The training phase of artificial intelligence (AI). Machine learning systems "learn" about a subject by being fed a huge amount of data samples, which may be identified and labeled or not (see
supervised learning).
The machine learning software, which is implemented using a "neural network" architecture, keeps building and modifying its own data relationships in the training stages in order to improve the data recognition capability of the resulting AI system used in production. "Deep learning" is an advanced form of machine learning, which uses many layers of recognition. See
deep learning and
neural network.
Pattern Recognition and Virtual Assistants
Machine learning (ML) is used to develop pattern recognition systems (face, handwriting, voice, etc.) in many areas, including search engines, medical diagnosis, ad serving, spam filtering and sales forecasting. Today's virtual assistants are the result of both machine learning and "handcrafting," the latter providing predefined frameworks for responses.

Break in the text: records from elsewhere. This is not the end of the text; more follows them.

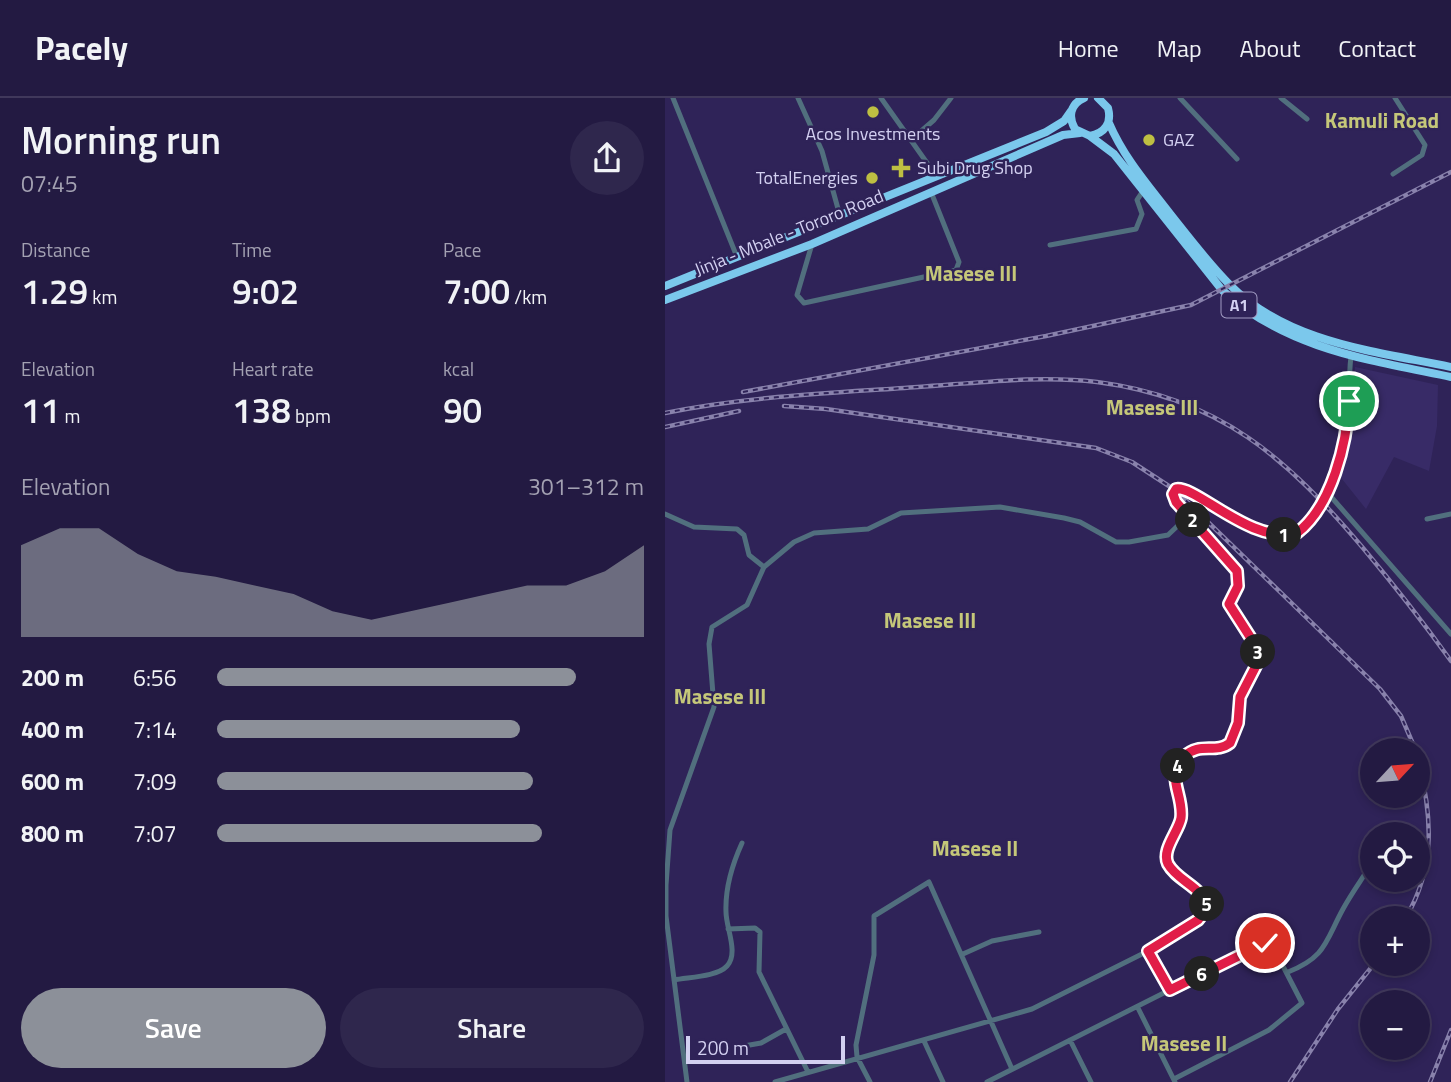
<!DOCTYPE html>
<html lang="en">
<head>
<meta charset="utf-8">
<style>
	:root { --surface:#231a42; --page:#2f274d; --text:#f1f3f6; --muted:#a3a1b2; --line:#40385b; --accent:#8c9099 }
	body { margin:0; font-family:"Titillium Web",sans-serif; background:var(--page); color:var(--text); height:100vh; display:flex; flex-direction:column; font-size:26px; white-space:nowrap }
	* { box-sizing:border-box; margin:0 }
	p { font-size:23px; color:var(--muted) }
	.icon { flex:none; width:38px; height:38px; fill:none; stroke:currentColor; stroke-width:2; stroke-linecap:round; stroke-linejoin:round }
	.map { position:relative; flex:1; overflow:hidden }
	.panel { display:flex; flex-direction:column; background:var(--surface); width:665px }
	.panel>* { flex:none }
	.needle { width:46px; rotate:64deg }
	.buttons { position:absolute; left:695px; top:640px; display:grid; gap:14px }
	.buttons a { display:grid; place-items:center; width:70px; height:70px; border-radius:50%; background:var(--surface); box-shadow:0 4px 10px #0003,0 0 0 2px var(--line); font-size:35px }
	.scale { position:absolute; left:21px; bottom:18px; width:159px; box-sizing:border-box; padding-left:7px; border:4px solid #d3d0f1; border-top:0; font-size:19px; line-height:24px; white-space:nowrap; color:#d3d0f1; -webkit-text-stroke:5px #2f2358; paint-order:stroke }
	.pin { position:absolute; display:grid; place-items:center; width:60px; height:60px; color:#fff; margin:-30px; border:4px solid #fff; border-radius:50%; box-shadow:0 2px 7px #0007 }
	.km { position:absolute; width:35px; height:35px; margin:-18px; border-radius:50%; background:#222; color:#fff; font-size:19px; line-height:35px; text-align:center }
	.round { display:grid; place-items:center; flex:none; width:74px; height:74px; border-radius:37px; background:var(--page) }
	.headline { display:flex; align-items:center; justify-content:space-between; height:119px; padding:0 21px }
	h1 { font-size:38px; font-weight:600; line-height:52px }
	.stats { display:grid; grid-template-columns:repeat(3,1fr); gap:10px; height:119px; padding:7px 21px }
	.stats div { display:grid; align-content:center }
	.stats b { font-size:35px; font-weight:600 }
	.stats small { font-size:19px; font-weight:400 }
	.stats p { font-size:19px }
	.chart { height:196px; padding:14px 21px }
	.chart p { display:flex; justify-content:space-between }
	.chart svg { width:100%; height:126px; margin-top:7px; fill:var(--accent); opacity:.7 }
	.primary-button { display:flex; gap:14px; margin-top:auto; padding:14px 21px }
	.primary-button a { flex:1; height:80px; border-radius:42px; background:var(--accent); color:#fff; font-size:28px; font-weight:600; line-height:80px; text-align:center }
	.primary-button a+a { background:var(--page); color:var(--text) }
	ul { padding:0 21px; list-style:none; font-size:23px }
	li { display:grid; grid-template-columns:112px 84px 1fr; align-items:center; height:52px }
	li i { height:18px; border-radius:9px; background:var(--accent) }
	header { display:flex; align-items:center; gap:42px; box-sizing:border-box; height:98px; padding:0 35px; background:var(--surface); border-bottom:2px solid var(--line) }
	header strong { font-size:33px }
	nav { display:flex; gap:38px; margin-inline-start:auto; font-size:24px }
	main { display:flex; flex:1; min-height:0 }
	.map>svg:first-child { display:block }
	.built { fill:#382b67 }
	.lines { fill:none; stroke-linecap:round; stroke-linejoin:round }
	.minor { stroke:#516f7e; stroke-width:5 }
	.highway { stroke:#7bc8ec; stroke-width:8 }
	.rail-casing { stroke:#8982ac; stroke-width:4.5 }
	.rail { stroke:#2f2358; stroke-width:2; stroke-dasharray:5; stroke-linecap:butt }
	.route-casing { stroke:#fff; stroke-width:14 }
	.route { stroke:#e11d48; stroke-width:9 }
	.poi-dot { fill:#bebf42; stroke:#2f2358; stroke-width:2.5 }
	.labels { text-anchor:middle; stroke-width:5; stroke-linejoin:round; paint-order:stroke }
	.shield { fill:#2f2358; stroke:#a29cc3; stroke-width:2 }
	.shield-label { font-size:16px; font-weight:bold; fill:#d3d0f1 }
	.poi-label { font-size:18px; fill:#d3d0f1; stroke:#2f2358; text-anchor:start }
	.street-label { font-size:18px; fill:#d3d0f1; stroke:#2f2358 }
	.quarter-label { font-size:21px; font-weight:bold; fill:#c5c779; stroke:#2f2358 }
</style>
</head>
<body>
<header>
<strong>Pacely</strong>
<nav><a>Home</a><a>Map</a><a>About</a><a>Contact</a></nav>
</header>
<main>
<section class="panel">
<div class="headline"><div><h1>Morning run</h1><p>07:45</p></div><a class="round"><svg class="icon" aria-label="share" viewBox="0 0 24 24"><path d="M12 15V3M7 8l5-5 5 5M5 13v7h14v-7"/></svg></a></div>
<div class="stats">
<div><p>Distance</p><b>1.29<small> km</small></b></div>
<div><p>Time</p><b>9:02</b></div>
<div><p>Pace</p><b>7:00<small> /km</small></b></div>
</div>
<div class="stats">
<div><p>Elevation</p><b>11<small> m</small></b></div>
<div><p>Heart rate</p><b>138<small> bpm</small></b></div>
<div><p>kcal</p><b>90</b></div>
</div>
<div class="chart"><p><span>Elevation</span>301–312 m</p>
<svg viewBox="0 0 160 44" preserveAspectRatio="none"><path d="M0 44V12L10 6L20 6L30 15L40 21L50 23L60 26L70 29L80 35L90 38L100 35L110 32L120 29L130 26L140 26L150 21L160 12V44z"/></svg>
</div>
<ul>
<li><b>200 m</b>6:56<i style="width:84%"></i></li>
<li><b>400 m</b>7:14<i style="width:71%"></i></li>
<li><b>600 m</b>7:09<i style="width:74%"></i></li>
<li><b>800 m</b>7:07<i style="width:76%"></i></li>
</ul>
<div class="primary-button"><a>Save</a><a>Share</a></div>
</section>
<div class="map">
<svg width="786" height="984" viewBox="0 0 786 984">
	<rect width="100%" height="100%" fill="#2f2358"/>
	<path class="built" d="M690 269 773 287 772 328 764 373 729 359 701 411 673 376 684 354Z"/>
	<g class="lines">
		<path class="minor" d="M8 0 72 159
			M133 0 157 53 175 118
			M216 0 272 79
			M515 0 572 61
			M616 0 642 21
			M247 41 269 22 286 0
			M728 76 757 57 760 47 730 0
			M147 146 132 197 139 205 291 172 294 164 266 94
			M385 147 471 131 477 116 472 102 478 93
			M661 393 786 536
			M0 416 29 429 72 431 79 437 84 457 99 469
			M762 421 786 416
			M722 737 724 731
			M63 831 90 830 95 834 94 874 143 974
			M483 853 504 892
			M298 856 327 843 374 834
			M623 874C661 859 660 844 678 811 686 796 697 781 707 765
			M9 882C23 879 52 879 62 868 74 855 61 830 61 814 60 789 67 767 77 745
			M473 910 510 984
			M405 942 426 984
			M259 943 278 984
			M79 948 96 945 121 931
			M22 984 1 818V787L5 732 49 609 44 546 47 529 82 507 99 469 129 444 149 435 203 431 236 415 335 409 399 420 415 424 451 444H464L503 437 523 418
			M110 984 367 911 483 853 539 817 542 804 503 766C500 749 514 735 516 719 518 704 507 691 509 676 511 668 518 659 524 654 537 644 553 655 565 645L573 625 575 599 593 564 589 545 564 506 573 488 572 473 511 404 508 396 511 391C524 388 541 406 553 413 572 423 601 441 623 437 651 433 680 359 683 334 685 309 683 283 686 258
			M205 984 192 959 191 947 209 857V818L264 784 347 971
			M322 984 594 847 606 845 637 905 604 932 509 981"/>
		<path class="highway" d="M419 0C405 6 403 19 410 31L425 38C440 35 447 25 443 10L433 0
			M444 25C459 60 483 87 506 117 525 141 544 166 565 187 623 245 709 253 786 269
			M425 38 449 56 557 192C621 251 704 262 786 279
			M0 188 381 34 399 23 406 13
			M0 202 147 146 398 37 415 35"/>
		<g class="rail-casing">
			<path id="rail" d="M78 294 381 238 526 207 786 74
				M119 308 161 311 431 350 467 364 510 392 715 591 736 618 751 653
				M0 315C83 298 169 295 253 289 311 285 374 277 432 284 555 300 622 360 698 450 729 487 758 524 786 563
				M0 329 74 313
				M740 821C772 768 767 715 752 657
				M625 984 673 911 709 866
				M765 984 786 932"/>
		</g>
		<use href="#rail" class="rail"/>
	</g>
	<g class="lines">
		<g class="route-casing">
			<path id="route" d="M600 845 505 892 483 853 533 822 542 810C540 790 512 783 503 766 496 752 514 733 516 720 519 696 499 678 520 658 534 644 551 656 565 645L573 625 575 599 593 564 589 545 564 506 573 488 572 473 511 404 508 396 511 391C531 387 586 447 632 435 667 408 682 345 684 303"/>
		</g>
		<use href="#route" class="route"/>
	</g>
	<g class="poi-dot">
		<circle cx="208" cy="14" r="7"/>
		<circle cx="484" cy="42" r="7"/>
		<path d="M232.5 59.5h7v7h7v7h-7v7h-7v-7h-7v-7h7z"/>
		<circle cx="207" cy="80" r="7"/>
	</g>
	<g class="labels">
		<rect class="shield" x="556.5" y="194.5" width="35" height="25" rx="5"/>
		<g class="shield-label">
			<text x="574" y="213">A1</text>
		</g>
		<g class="poi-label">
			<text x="208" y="42" text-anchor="middle">Acos Investments</text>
			<text x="498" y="48">GAZ</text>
			<text x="252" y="76">Subi Drug Shop</text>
			<text x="193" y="86" text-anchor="end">TotalEnergies</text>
		</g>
		<g class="street-label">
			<text transform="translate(124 135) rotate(-22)" y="6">Jinja - Mbale - Tororo Road</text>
		</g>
		<g class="quarter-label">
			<text x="717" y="30">Kamuli Road</text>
			<text x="306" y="183">Masese III</text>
			<text x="487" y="317">Masese III</text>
			<text x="265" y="530">Masese III</text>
			<text x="55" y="606">Masese III</text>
			<text x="310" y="758">Masese II</text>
			<text x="519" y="953">Masese II</text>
		</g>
	</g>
</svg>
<div class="buttons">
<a><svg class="needle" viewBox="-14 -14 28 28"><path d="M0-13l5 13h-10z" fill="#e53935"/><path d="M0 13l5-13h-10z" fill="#a3a1b2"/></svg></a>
<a><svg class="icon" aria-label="locate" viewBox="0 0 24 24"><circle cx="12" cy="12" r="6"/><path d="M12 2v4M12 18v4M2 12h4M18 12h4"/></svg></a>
<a>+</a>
<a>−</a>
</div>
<div class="scale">200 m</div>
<div class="pin" style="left:684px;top:303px;background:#1e9e55"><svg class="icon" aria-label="arrive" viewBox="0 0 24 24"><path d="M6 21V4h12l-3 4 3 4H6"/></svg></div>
<div class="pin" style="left:600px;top:845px;background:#d93025"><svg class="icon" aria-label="check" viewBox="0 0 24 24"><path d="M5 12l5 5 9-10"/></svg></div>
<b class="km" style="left:619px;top:437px">1</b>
<b class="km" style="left:528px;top:422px">2</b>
<b class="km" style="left:593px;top:554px">3</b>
<b class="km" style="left:513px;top:668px">4</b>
<b class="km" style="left:542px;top:806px">5</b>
<b class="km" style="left:537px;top:876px">6</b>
</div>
</main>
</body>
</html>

Not Like Regular Programming
The final algorithm from the machine learning phase is a lot more difficult, if not downright impossible, to flow chart and debug compared to the routine "if this-do that" logic in regular data processing applications. As more samples become available and more fine tuning is applied, the resulting recognition system becomes more accurate. See
AI and
computer vision.
The Hierarchy
Machine learning (ML) is a subset of AI, and deep learning is a more elaborate form of ML.